══ Given records

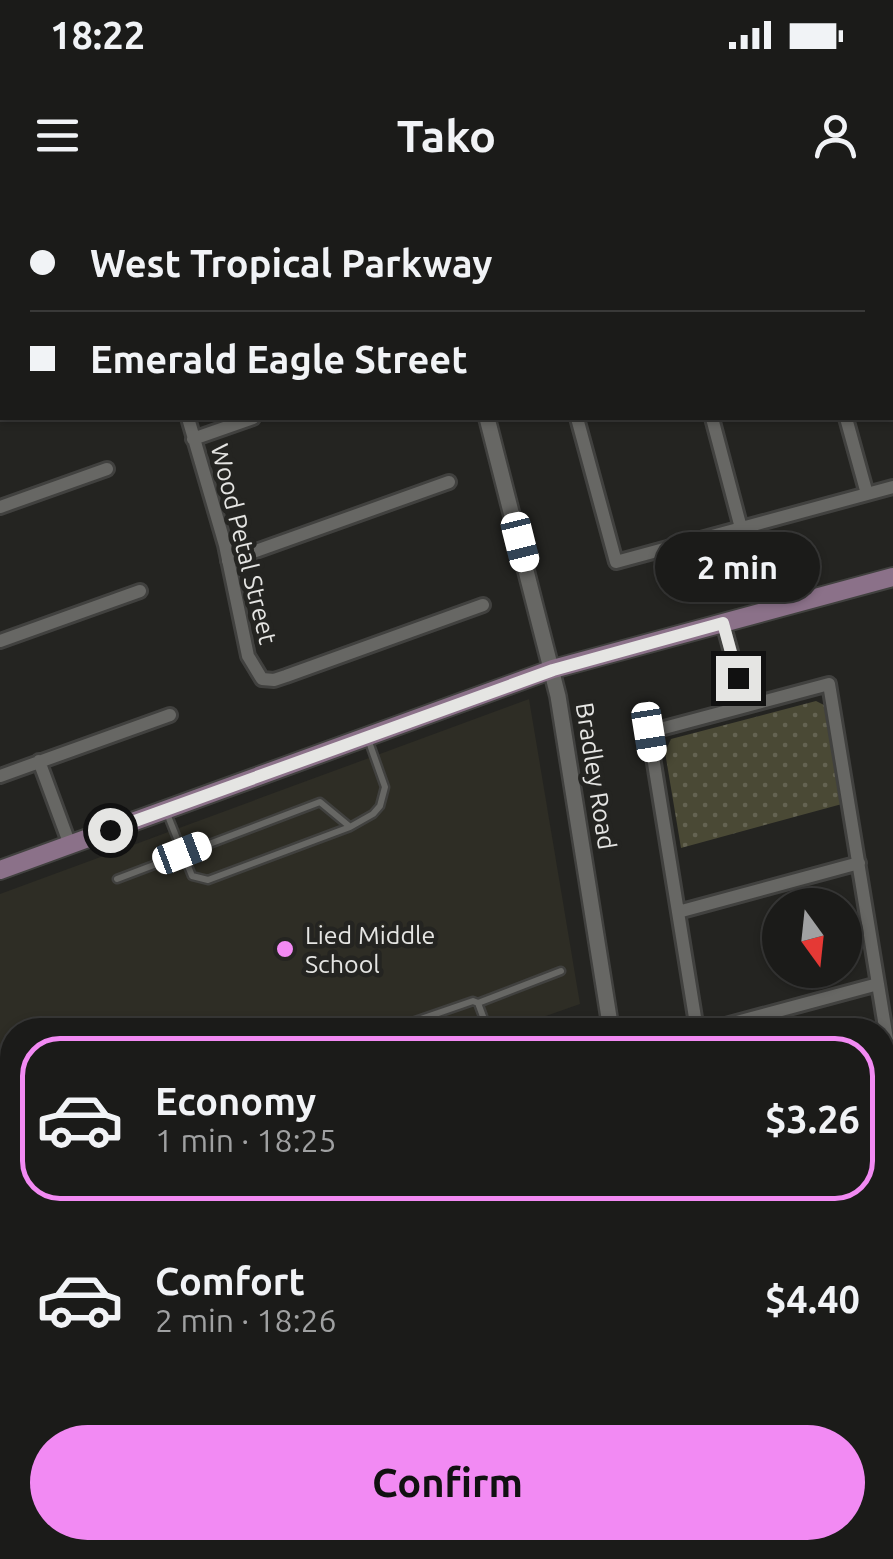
<!DOCTYPE html>
<meta charset="utf-8">
<style>
:root{--surface:#1b1b19;--page:#282826;--text:#f1f3f6;--muted:#a0a1a2;--line:#393938;--accent:#f28af3}
body{margin:0;font-family:Ubuntu,sans-serif;background:var(--page);color:var(--text);height:100vh;display:flex;flex-direction:column;font-size:38px;white-space:nowrap}
*{box-sizing:border-box;margin:0}
p{font-size:32px;color:var(--muted)}
.icon{flex:none;width:55px;height:55px;fill:none;stroke:currentColor;stroke-width:2;stroke-linecap:round;stroke-linejoin:round}
.map{position:relative;flex:1;overflow:hidden}
.sheet{position:absolute;left:0px;top:818px;width:895px;height:542px;display:flex;flex-direction:column;background:var(--surface);border-radius:40px 40px 0 0;box-shadow:0 2px 8px #0004,0 0 0 2px var(--line)}
.sheet>*{flex:none}
.banner{position:absolute;left:0px;top:0px;width:895px;height:220px;box-shadow:0 2px 8px #0004,0 0 0 2px var(--line);display:grid;align-content:center;height:220px;padding:0 30px;background:var(--surface)}
.needle{width:65px;rotate:165deg}
.fabs{position:absolute;left:762px;top:688px;display:grid;gap:20px}
.fabs a{display:grid;place-items:center;width:100px;height:100px;border-radius:50%;background:var(--surface);box-shadow:0 2px 8px #0004,0 0 0 2px var(--line);font-size:50px}
.end{position:absolute;width:45px;height:45px;margin:-22px;border:12px solid #e5e5e3;background:#111;box-shadow:0 0 0 5px #111}
.from{border-radius:50%}
.bubble{position:absolute;height:70px;border-radius:35px;background:var(--surface);box-shadow:0 2px 8px #0004,0 0 0 2px var(--line);font-size:32px;font-weight:600;line-height:70px;text-align:center}
.car{position:absolute;width:30px;height:60px;margin:-30px -15px;border-radius:12px;box-shadow:0 0 8px 2px #0007;background:linear-gradient(#fff 24%,#345 0 40%,#fff 0 76%,#345 0 86%,#fff 0)}
.banner b{display:flex;align-items:center;gap:35px;height:95px;font-size:38px}
.banner b+b{border-top:2px solid var(--line)}
.banner i{width:25px;height:25px;background:var(--text)}
ul{padding:18px 0 0;list-style:none}
li{display:flex;align-items:center;gap:30px;height:165px;margin:0 20px 15px;padding:0 10px;border:5px solid transparent;border-radius:40px}
li div{flex:1}
li b{display:block;font-size:38px}
li em{font-style:normal;font-weight:600}
li.selected{border-color:var(--accent)}
li>.icon{width:90px;height:90px;stroke-width:1.5}
.button{display:flex;gap:20px;margin-top:auto;padding:20px 30px}
.button a{flex:1;height:115px;border-radius:60px;background:var(--accent);color:#111;font-size:40px;font-weight:600;line-height:115px;text-align:center}
.status{display:flex;justify-content:space-between;align-items:center;height:70px;padding:0 50px;background:var(--surface);direction:ltr}
.status svg{height:28px;fill:currentColor}
header{display:flex;justify-content:space-between;align-items:center;height:130px;padding:0 30px;background:var(--surface);font-size:45px;font-weight:600}
.map>svg:first-child{display:block}
.built{fill:#2e2d25}
.park{fill:url(#park-dots)}
.building{fill:url(#building-hatch);stroke:#7d7d7a;stroke-width:2.5}
.lines{fill:none;stroke-linecap:round;stroke-linejoin:round}
.service-casing{stroke:#41413f;stroke-width:11}
.minor-casing{stroke:#41413f;stroke-width:18}
.tertiary-casing{stroke:#41413f;stroke-width:20}
.secondary-casing{stroke:#41413f;stroke-width:22}
.service{stroke:#676764;stroke-width:6}
.minor{stroke:#676764;stroke-width:12}
.tertiary{stroke:#676764;stroke-width:15}
.secondary{stroke:#8b7189;stroke-width:18}
.route{stroke:#e5e5e3;stroke-width:12}
.poi-dot{fill:#f28af3;stroke:#242421;stroke-width:4}
.labels{text-anchor:middle;stroke-width:9;stroke-linejoin:round;paint-order:stroke}
.street-label{font-size:25px;fill:#e5e5e3;stroke:#242421}
.poi-label{font-size:25px;fill:#e5e5e3;stroke:#242421;text-anchor:start}
</style>
<div class="status"><b>18:22</b><svg viewBox="0 0 49 12"><path d="M0 12V9h3v3zM5 12V6h3v6zM10 12V3h3v9zM15 12V0h3v12zM26 1h20v11H26zM47 4h2v5h-2z"/></svg></div>
<header><svg class="icon" aria-label="menu" viewBox="0 0 24 24"><path d="M4 6h16M4 12h16M4 18h16"/></svg>Tako<svg class="icon" aria-label="person" viewBox="0 0 24 24"><circle cx="12" cy="8" r="4"/><path d="M4 21q1-7 8-7t8 7"/></svg></header>
<div class="map">
<svg width="893" height="1359" viewBox="0 0 893 1359">
<defs>
<pattern id="park-dots" width="8" height="8" patternUnits="userSpaceOnUse" patternTransform="scale(2.5)"><rect width="8" height="8" fill="#4a4935"/><path d="M2 2h.1M6 6h.1" fill="none" stroke="#646352" stroke-width="1.8" stroke-linecap="round"/></pattern>
<pattern id="building-hatch" width="6" height="6" patternUnits="userSpaceOnUse" patternTransform="scale(2.5)"><rect width="6" height="6" fill="#41403e"/><path d="M-1 1l2-2M0 6l6-6M5 7l2-2" fill="none" stroke="#5c5b5a"/></pattern>
</defs>
<rect width="100%" height="100%" fill="#242421"/>
<path class="built" d="M641,0h252v16l-1,-14z
M529,499l51,305 -74,26h-494v172l-12,4v-312z"/>
<path class="park" d="M454,0h187l1,2h-188z
M816,501l8,4 4,10 14,89 -161,44 -16,-96 6,-13z"/>
<path class="building" d="M4,1067l8,4v26l-12,-6v-14z
M0,1120h12v23l-12,1z
M12,1149v24l-12,3v-24z
M12,1179v20h-5l-3,-12 6,-1 -1,-6z
M12,1206v24l-12,3v-24z
M12,1235v24l-6,1 -1,-6 -5,1v-18z
M12,1263v24l-12,2v-23z
M12,1292v23l-12,3v-23z
M193,1348l3,11h-14l-3,-9z
M197,1348h24l4,11h-25z
M226,1348h23l-5,1 1,5 -9,2 -1,-4 -7,3z
M570,1348l3,11h-21l-2,-9z
M619,1348h26l2,11h-25z"/>
<g class="lines">
<g class="service-casing">
<path id="service" d="M852,2l9,-2
M166,611l26,65 16,4 142,-53 23,-13 7,-8 5,-19 -17,-48
M117,679l203,-77 29,24
M478,803l83,-32
M389,830l84,-29 5,2 10,27
M0,1110l12,2
M0,1355l38,-7"/>
</g>
<g class="minor-casing">
<path id="minor" d="M133,0v2
M892,28h1
M0,38l2,-1
M892,106h1
M0,172h2
M188,218l37,127 23,111 14,23 12,1 12,-4 197,-71
M577,218l39,144 277,-75
M712,218l29,110
M846,218l21,76
M193,239l60,-21
M0,307l107,-38
M228,361l221,-79
M723,423l23,83
M0,441l140,-50
M39,561l31,84
M0,576l170,-61
M678,712l181,-49
M591,830l19,-7
M697,830l-48,-298 180,-48 64,392
M707,830l171,-46
M882,908l11,-2
M882,1030l11,-3
M0,1040l12,-4
M61,1348c18,11 33,6 52,0
M590,1348l4,11
M472,1359l29,-11
M791,1359v-4"/>
</g>
<g class="tertiary-casing">
<path id="tertiary" d="M429,0l1,2
M487,218l71,278 53,334
M882,1117l11,-3
M691,1348l2,11"/>
</g>
<g class="secondary-casing">
<path id="secondary" d="M0,670l553,-201 340,-92"/>
</g>
<use href="#service" class="service"/>
<use href="#minor" class="minor"/>
<use href="#tertiary" class="tertiary"/>
<use href="#secondary" class="secondary"/>
</g>
<g class="lines">
<path class="route" d="M110,630l443,-160 170,-47 15,55"/>
</g>
<circle class="poi-dot" cx="285" cy="749" r="10"/>
<g class="labels">
<g class="street-label">
<text transform="translate(244 344) rotate(76)" y="9">Wood Petal Street</text>
<text transform="translate(596 576) rotate(81)" y="9">Bradley Road</text>
</g>
<g class="poi-label">
<text x="305" y="744">Lied Middle<tspan x="305" dy="29">School</tspan></text>
</g>
</g>
</svg>
<div class="fabs">
<a><svg class="needle" viewBox="-14 -14 28 28"><path d="M0-13l5 13h-10z" fill="#e53935"/><path d="M0 13l5-13h-10z" fill="#a0a1a2"/></svg></a>
</div>
<i class="end from" style="left:110px;top:630px"></i>
<i class="end" style="left:738px;top:478px"></i>
<div class="bubble" style="left:655px;top:332px;width:165px">2 min</div>
<i class="car" style="left:520px;top:342px;rotate:166deg"></i>
<i class="car" style="left:649px;top:532px;rotate:171deg"></i>
<i class="car" style="left:182px;top:653px;rotate:69deg"></i>
<div class="banner">
<b><i class="from"></i>West Tropical Parkway</b>
<b><i></i>Emerald Eagle Street</b>
</div>
<section class="sheet">
<ul>
<li class="selected"><svg class="icon" aria-label="car" viewBox="0 0 24 24"><path d="M5 17H2v-5l4-1 3-4h7l3 4 3 1v5h-3M9 17h6M6 11h13"/><circle cx="7" cy="17" r="2"/><circle cx="17" cy="17" r="2"/></svg><div><b>Economy</b><p>1 min · 18:25</p></div><em>$3.26</em></li>
<li><svg class="icon" aria-label="car" viewBox="0 0 24 24"><path d="M5 17H2v-5l4-1 3-4h7l3 4 3 1v5h-3M9 17h6M6 11h13"/><circle cx="7" cy="17" r="2"/><circle cx="17" cy="17" r="2"/></svg><div><b>Comfort</b><p>2 min · 18:26</p></div><em>$4.40</em></li>
</ul>
<div class="button"><a>Confirm</a></div>
</section>
</div>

════

- Exercise details -
From the records above, how many lines include the word "items"? Only the number is wanted.

- Response -
5